Espaço do Diário do Minho

Haverá uma oposição mais forte no horizonte?

24 Mai 2022
Luís Martins

Concordo com os que defendem que as eleições internas no Partido Social Democrata deviam seguir-se logo às legislativas. A organização partidária precisa de um rumo e esse só será possível com um novo líder. A desordem não é boa estratégia, nem para o partido, nem para o país. Mesmo para quem não é militante, o que se passa neste partido do chamado arco de governo tem muita importância. Um democrata que se preze, antes de privilegiar que um determinado partido se perpectue no poder, mesmo que seja aquele em que milita ou o que melhor defende os seus anseios, desejará que a alternância seja assegurada. O clubismo cego é inimigo da democracia e um factor de favorecimento do autoritarismo. Além do mais, o sistema democrático acaba por ficar enfraquecido quando não existe uma oposição forte, onde não pontue um partido com capacidade para governar o país e ser alternativa.

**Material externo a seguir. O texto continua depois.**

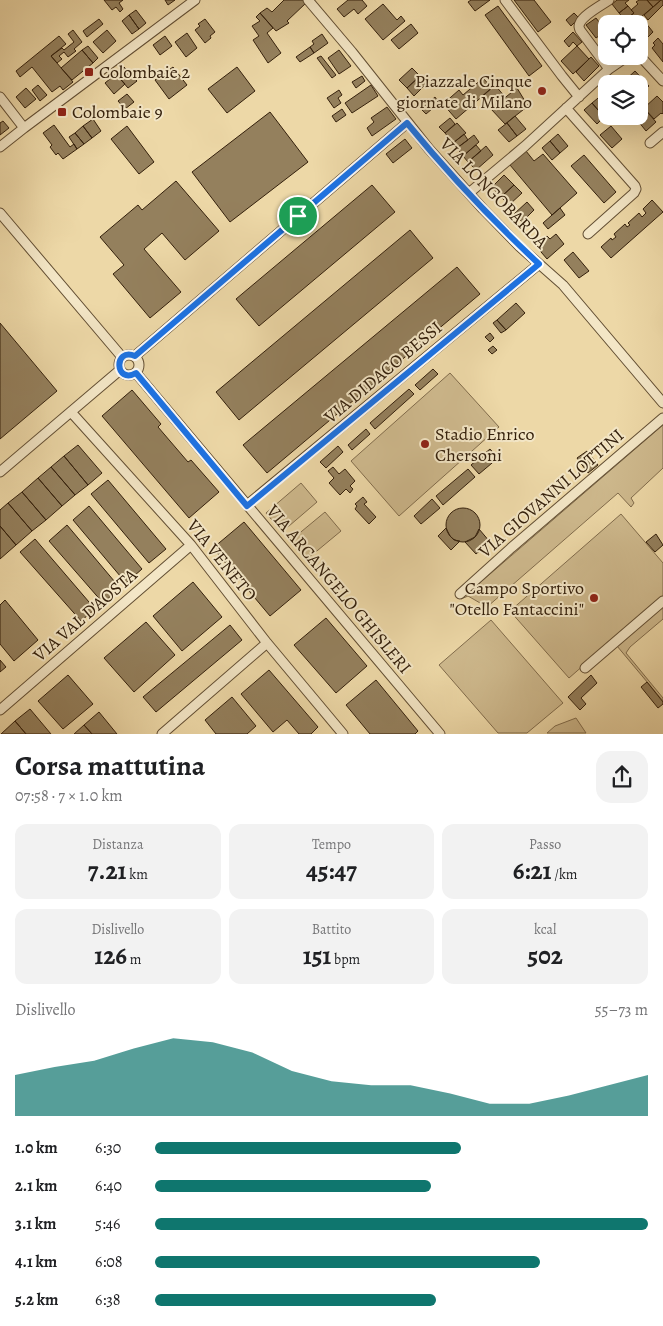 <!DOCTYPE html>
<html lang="it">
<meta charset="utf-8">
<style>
:root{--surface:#fff;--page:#f2f2f2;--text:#202124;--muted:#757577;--accent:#0f766e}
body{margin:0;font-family:Alegreya,serif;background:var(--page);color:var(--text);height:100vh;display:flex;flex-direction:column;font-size:19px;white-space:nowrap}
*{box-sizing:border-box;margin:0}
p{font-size:16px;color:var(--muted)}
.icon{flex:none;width:28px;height:28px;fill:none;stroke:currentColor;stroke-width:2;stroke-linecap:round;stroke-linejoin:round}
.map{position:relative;height:734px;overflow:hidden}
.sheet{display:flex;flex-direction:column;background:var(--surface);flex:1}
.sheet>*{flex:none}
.fabs{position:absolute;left:598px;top:15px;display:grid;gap:10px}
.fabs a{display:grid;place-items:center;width:50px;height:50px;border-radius:10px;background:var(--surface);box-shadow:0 5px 20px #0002;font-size:25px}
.pin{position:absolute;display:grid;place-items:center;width:42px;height:42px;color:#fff;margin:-21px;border:2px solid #fff;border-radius:50%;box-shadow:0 1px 5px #0007}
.round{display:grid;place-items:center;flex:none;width:52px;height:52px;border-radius:15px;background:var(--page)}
.overview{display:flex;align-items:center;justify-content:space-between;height:85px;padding:0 15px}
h1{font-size:28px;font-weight:700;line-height:38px}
.figures{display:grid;grid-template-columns:repeat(3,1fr);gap:8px;height:85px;padding:5px 15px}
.figures div{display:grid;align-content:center;border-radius:12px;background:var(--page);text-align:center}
.figures b{font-size:25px;font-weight:700}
.figures small{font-size:14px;font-weight:400}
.figures p{font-size:14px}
.chart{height:140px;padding:10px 15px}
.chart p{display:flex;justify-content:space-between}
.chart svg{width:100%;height:90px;margin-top:5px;fill:var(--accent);opacity:.7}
ul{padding:0 15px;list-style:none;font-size:16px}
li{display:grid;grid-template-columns:80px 60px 1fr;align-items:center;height:38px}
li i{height:12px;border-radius:6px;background:var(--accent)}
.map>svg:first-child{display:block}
.green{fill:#ceb98d;stroke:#816c4c}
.building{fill:#94805d;stroke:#34200c}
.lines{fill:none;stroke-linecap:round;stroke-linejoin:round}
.minor-casing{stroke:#624e33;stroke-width:11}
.minor{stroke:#f3e6c6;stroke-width:9}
.route-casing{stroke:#fff;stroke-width:10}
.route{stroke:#1a73e8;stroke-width:6}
.poi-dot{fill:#8f2418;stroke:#f3e6c6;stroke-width:2}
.labels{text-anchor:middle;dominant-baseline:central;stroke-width:4;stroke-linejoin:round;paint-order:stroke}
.poi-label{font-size:18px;fill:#34200c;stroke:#f3e6c6;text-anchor:start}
.street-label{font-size:18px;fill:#34200c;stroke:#f3e6c6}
</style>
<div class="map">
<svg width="663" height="734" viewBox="0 0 663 734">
<rect width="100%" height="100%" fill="#edd8a7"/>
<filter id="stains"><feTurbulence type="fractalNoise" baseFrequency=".004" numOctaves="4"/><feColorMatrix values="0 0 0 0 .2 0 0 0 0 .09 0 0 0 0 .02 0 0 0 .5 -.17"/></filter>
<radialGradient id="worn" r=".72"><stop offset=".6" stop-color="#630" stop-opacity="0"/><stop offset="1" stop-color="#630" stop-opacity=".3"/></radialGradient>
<path class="green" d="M450,373L499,427L399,516L351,461Z
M663,425V468L631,498L634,503L631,507L618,493L487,607L468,596L461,599Z
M301,483L317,502L282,532L266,513Z
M325,512L341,531L306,560L290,541Z
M621,514L663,563V596L569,678L510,611Z
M663,606V619L630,647L626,653L663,698V701L617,646Z
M491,620L563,703L527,733H498L439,665Z
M576,718L586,733H547L555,726Z"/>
<path class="building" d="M104,0H123L119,3L123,9L120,12L116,7L112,10Z
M165,0H175L168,5Z
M284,0H303L306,3L287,21L289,23L276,31L260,13L267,8L272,12Z
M348,0H362L367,6L358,14L354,9L344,17L337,9Z
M471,0H490L475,11L468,2Z
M514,0H534L551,22L538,32Z
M617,0H629L625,3L628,6L619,13L612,4Z
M639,0H647L653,7L641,17L653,32L643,42L639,36V24H628L625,20L634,13L631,10L638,4L636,2Z
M647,0H661L653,7Z
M661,0L663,1V5L648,20L644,15Z
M383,4L397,20L401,16L405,21L383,40L365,19Z
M498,6L542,66L529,76L485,15Z
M628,6L634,13L625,20L619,13Z
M136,10L146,23L139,29L129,15Z
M260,13L273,28L267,33L281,53L268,63L253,40L259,36L252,26L260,21L256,17Z
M574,13L579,18L571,26L566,20Z
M129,15L139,29L132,34L122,21Z
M596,18L606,31L596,38L586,25Z
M99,19L103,24L87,37L83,31Z
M205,19L215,32L210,36L211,38L205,43L195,30L200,26L198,24Z
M411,24L418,33L399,49L391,40Z
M73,30L82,42L74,49L76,51L68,57L64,52L59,56L62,59L57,63L51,56L62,48L64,50L74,42L68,34Z
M107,30L116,41L103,53L93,42Z
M573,32L582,42L577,46L573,42L569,47L564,41Z
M187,33L197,48L186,57L175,42Z
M322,34L328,43L314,53L310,47L314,44L312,41Z
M59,36L66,44L51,56L73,82L63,90L60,86L52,92L32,67L20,77L16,71Z
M165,36L172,46L160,55L153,45Z
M658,38L663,44V62L652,48L655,45L653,43Z
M606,42V52L601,47Z
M88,46L98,58L93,63L82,50Z
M577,46L589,59L573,74L561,61Z
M310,47L314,53L300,62L296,57Z
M82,50L93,63L72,80L61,68Z
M339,50L351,66L339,74L328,58Z
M321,56L336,75L332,78L317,58Z
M591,57L599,66L584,81L576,72Z
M124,67L137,81L128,88L116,74Z
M173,67L187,85L169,99L155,80Z
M237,67L255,91L227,113L208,89Z
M412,68L420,76L407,88L399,80Z
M635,71L649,86L642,92L640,90L639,92V84H621Z
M116,74L125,84L114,94L105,83Z
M362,76L365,81L356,88L352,82Z
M420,76L426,84L414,96L407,88Z
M483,78L492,88L456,119L443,104L459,90L463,95Z
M38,85L47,95L40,101L32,90Z
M371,85L378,96L352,113L345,103Z
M495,85L505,97L491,109L481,97Z
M26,88L36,99L25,108L16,97Z
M517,88L528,106L505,124L491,109Z
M339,90L342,95L338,98L341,103L334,108L327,98Z
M127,94L134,102L125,109L118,101Z
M603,94L606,98V116H610L606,119L592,103Z
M657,96L663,102V113L662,114L661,113L654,119L644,108Z
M435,97L439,103L426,114L421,109Z
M592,103L604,117L597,124L584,110Z
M641,105L656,122L646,131L634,116H639V108Z
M387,107L396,119L372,136L367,128L374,122L371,118Z
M342,109L346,115L336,122L332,116Z
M270,112L308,162L230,222L192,172Z
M515,116L526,129L517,136L507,123Z
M450,118L455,124L445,133L439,127Z
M93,119L101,131L92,138L83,126Z
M3,121L9,128L0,135V123Z
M457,123L466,133L453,143L445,133Z
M507,123L517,136L509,142L498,130Z
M54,125L70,147L74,144L77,149L63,159L58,153L56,155L50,147L52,145L43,133Z
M83,126L92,138L84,144L75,133Z
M127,126L154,162L139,174L111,139Z
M611,126L622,139L612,148L600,135Z
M75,133L84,144L77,149L69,137Z
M464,134L468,140L457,148L453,143Z
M558,134L568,146L560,153L550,141Z
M474,135L479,142L463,156L457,148Z
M405,139L412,148L393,163L386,154Z
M550,141L560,153L552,160L542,148Z
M476,145L481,151L468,162L463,156Z
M486,146L493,155L476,170L468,162Z
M526,151L534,161L543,154L577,193L552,215L510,165Z
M584,155L616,192L604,203L571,166Z
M504,175L514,185L501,197L492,187Z
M176,181L219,231L185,260L162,233L144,249L181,292L150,318L113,274L124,265L100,237L138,205L142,210Z
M372,185L395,212L259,326L236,299Z
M514,185L522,193L509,205L501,197Z
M652,200L663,212L611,258L601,247L611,238L612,240L616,237L614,234L625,224L627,227L630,225L628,223L639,213L642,217L646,213L643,209Z
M527,202L534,210L522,222L514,214Z
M560,208L565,215L548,229L543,223Z
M410,230L433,258L239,420L216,392Z
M556,234L564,244L547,259L536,246L547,236L550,239Z
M573,252L589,271L579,278L564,260Z
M457,267L480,294L267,473L243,445Z
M516,303L525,313L506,330L497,320Z
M497,320L506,330L501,333L493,323Z
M0,323L57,391L0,439Z
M490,333L494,338L490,342L485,337Z
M493,346L497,350L492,354L488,350Z
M433,369L438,374L420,390L415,385Z
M409,389L414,394L375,429L370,423Z
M132,390L161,424L158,427L188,462L191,460L219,492L189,518L102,416Z
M366,429L370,434L352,450L348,445Z
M78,445L102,473L88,485L64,456Z
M338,446L343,452L326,468L320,462Z
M490,449L498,458L479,474L471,465Z
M587,451L598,465L588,473L577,458Z
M64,456L88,485L75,495L51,467Z
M51,467L75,495L62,506L38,478Z
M333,467L339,474L345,469L355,481L350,486L353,489L350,493L346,489L340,495L329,483L334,478L328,471Z
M468,469L475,477L443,505L436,496Z
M38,478L62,506L46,520L22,492Z
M108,480L166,549L149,563L91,494Z
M22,492L46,520L32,531L8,503Z
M363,497L367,502L364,504L376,517L369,524L355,509L357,506L355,504Z
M432,499L440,508L421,524L414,516Z
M8,503L32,531L16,545L0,526V510Z
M89,506L142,569L126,583L73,520Z
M446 525a17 17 0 1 1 34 0a17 17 0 1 1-34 0Z
M244,522L301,590L270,616L213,548Z
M67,525L120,588L103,603L49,541Z
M0,526L16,545L0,559Z
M446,528L450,536L454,540L460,541L451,550L438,536Z
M479,529L490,542L476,554L465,542L475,537Z
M656,534L663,545L655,552L646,542Z
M35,539L95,609L81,621L20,552Z
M193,582L222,617L182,651L153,616Z
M5,600L38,640L14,661L0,644V605Z
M326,618L367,666L336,693L294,645Z
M146,622L175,655L134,692L104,658Z
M230,625L242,640L156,712L143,697Z
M0,660L6,667L0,672Z
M269,670L318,727L311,734H299L287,720L273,732L241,694Z
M68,675L93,704L63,729L38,701Z
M591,675L597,683L581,698L586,704L580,710L568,697Z
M376,680L418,731L415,734H370L346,705Z
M647,682L663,702V704L658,708L641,687Z
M232,697L256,726L247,734H216L205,720Z
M30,709L51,734H26L15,721Z
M99,712L117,734H92L84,725Z
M15,721L26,734H1Z
M84,725L92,734H74Z"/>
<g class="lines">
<g class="minor-casing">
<path id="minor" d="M308,0L352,52L429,149L483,209L520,247L563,285L663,403
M505,0L562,76L579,97
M609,0C602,5 583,15 580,23C578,26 579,27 580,30L609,69
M639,55L663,81
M0,97L24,128
M566,108L635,186L636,189L634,193L588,234
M650,143L663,132
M0,147L24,128L195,0
M469,193L525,146L609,69L628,56
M0,213L122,357
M119 365a10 10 0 1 1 20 0a10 10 0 1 1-20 0Z
M135,356L407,123
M136,373L440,734
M71,412L191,545L267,643L343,734
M0,472L120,370
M247,505L539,264
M460,594L511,548L663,418
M585,668L663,601
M0,710L191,545
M162,734L267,643"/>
</g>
<use href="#minor" class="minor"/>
</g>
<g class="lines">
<g class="route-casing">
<path id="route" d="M407,123C448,173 492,220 539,264L247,506L136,373C115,385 113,347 135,356Z"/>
</g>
<use href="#route" class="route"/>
</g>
<g class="poi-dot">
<rect x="84" y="67" width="10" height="10" rx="2.5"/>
<circle cx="542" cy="91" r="5"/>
<rect x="57" y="107" width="10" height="10" rx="2.5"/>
<circle cx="425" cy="444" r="5"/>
<circle cx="594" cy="598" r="5"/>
</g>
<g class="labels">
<g class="poi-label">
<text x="99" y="72">Colombaie 2</text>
<text x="532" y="81" text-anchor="end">Piazzale Cinque<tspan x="532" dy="21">giornate di Milano</tspan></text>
<text x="72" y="112">Colombaie 9</text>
<text x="435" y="434">Stadio Enrico<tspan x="435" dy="21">Chersoni</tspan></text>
<text x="584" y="588" text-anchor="end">Campo Sportivo<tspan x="584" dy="21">"Otello Fantaccini"</tspan></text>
</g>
<g class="street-label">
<text transform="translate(494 193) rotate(46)">VIA LONGOBARDA</text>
<text transform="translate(383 372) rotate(-40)">VIA DIDACO BESSI</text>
<text transform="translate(551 493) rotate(-41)">VIA GIOVANNI LOTTINI</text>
<text transform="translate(222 560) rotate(51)">VIA VENETO</text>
<text transform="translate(339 589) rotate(50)">VIA ARCANGELO GHISLERI</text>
<text transform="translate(85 615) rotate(-41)">VIA VAL D'AOSTA</text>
</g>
</g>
<rect width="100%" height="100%" filter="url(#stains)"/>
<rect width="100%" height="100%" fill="url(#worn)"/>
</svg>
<div class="fabs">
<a><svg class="icon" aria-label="locate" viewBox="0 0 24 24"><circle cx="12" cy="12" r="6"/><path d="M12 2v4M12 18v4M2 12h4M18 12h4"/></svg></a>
<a><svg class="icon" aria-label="layers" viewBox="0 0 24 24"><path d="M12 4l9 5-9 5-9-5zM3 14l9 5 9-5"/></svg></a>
</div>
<div class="pin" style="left:298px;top:216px;background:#1e9e55"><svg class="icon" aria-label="arrive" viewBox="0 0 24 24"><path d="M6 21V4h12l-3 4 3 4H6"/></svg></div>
</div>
<section class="sheet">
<div class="overview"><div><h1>Corsa mattutina</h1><p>07:58 · 7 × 1.0 km</p></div><a class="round"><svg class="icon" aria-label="share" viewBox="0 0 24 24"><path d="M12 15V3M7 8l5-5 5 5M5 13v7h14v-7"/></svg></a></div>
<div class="figures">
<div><p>Distanza</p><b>7.21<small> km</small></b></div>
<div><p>Tempo</p><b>45:47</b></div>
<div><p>Passo</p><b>6:21<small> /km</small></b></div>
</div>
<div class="figures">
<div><p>Dislivello</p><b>126<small> m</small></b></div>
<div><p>Battito</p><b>151<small> bpm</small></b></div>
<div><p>kcal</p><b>502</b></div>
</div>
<div class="chart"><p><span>Dislivello</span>55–73 m</p>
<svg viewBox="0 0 160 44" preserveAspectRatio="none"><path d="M0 44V24L10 20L20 17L30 11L40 6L50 8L60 13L70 22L80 27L90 29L100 29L110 33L120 38L130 38L140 34L150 29L160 24V44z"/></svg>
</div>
<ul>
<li><b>1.0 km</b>6:30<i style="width:62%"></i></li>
<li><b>2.1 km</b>6:40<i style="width:56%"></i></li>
<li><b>3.1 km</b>5:46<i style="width:100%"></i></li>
<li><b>4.1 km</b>6:08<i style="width:78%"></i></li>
<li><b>5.2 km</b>6:38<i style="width:57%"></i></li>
</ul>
</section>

Mas, voltando ao princípio… No próximo fim de semana será eleito o novo presidente do segundo maior partido do espectro político português, aquele do qual poderá sair o eventual novo primeiro-ministro de Portugal. Muita água correrá, entretanto, debaixo da ponte, que as legislativas não se ganham em nenhum jogo de sorte e azar, mas com uma oposição à altura e com propostas credíveis, seguindo uma estratégia de fundista e não de curto prazo. O povo precisa de ser convencido da mensagem política, da consistência do discurso e das razões para a mudança. Ninguém muda de um dia para o outro. Não se troca o certo pelo incerto, mesmo que o primeiro seja sofrível. A maioria não mudará se não encontrar um propósito sério.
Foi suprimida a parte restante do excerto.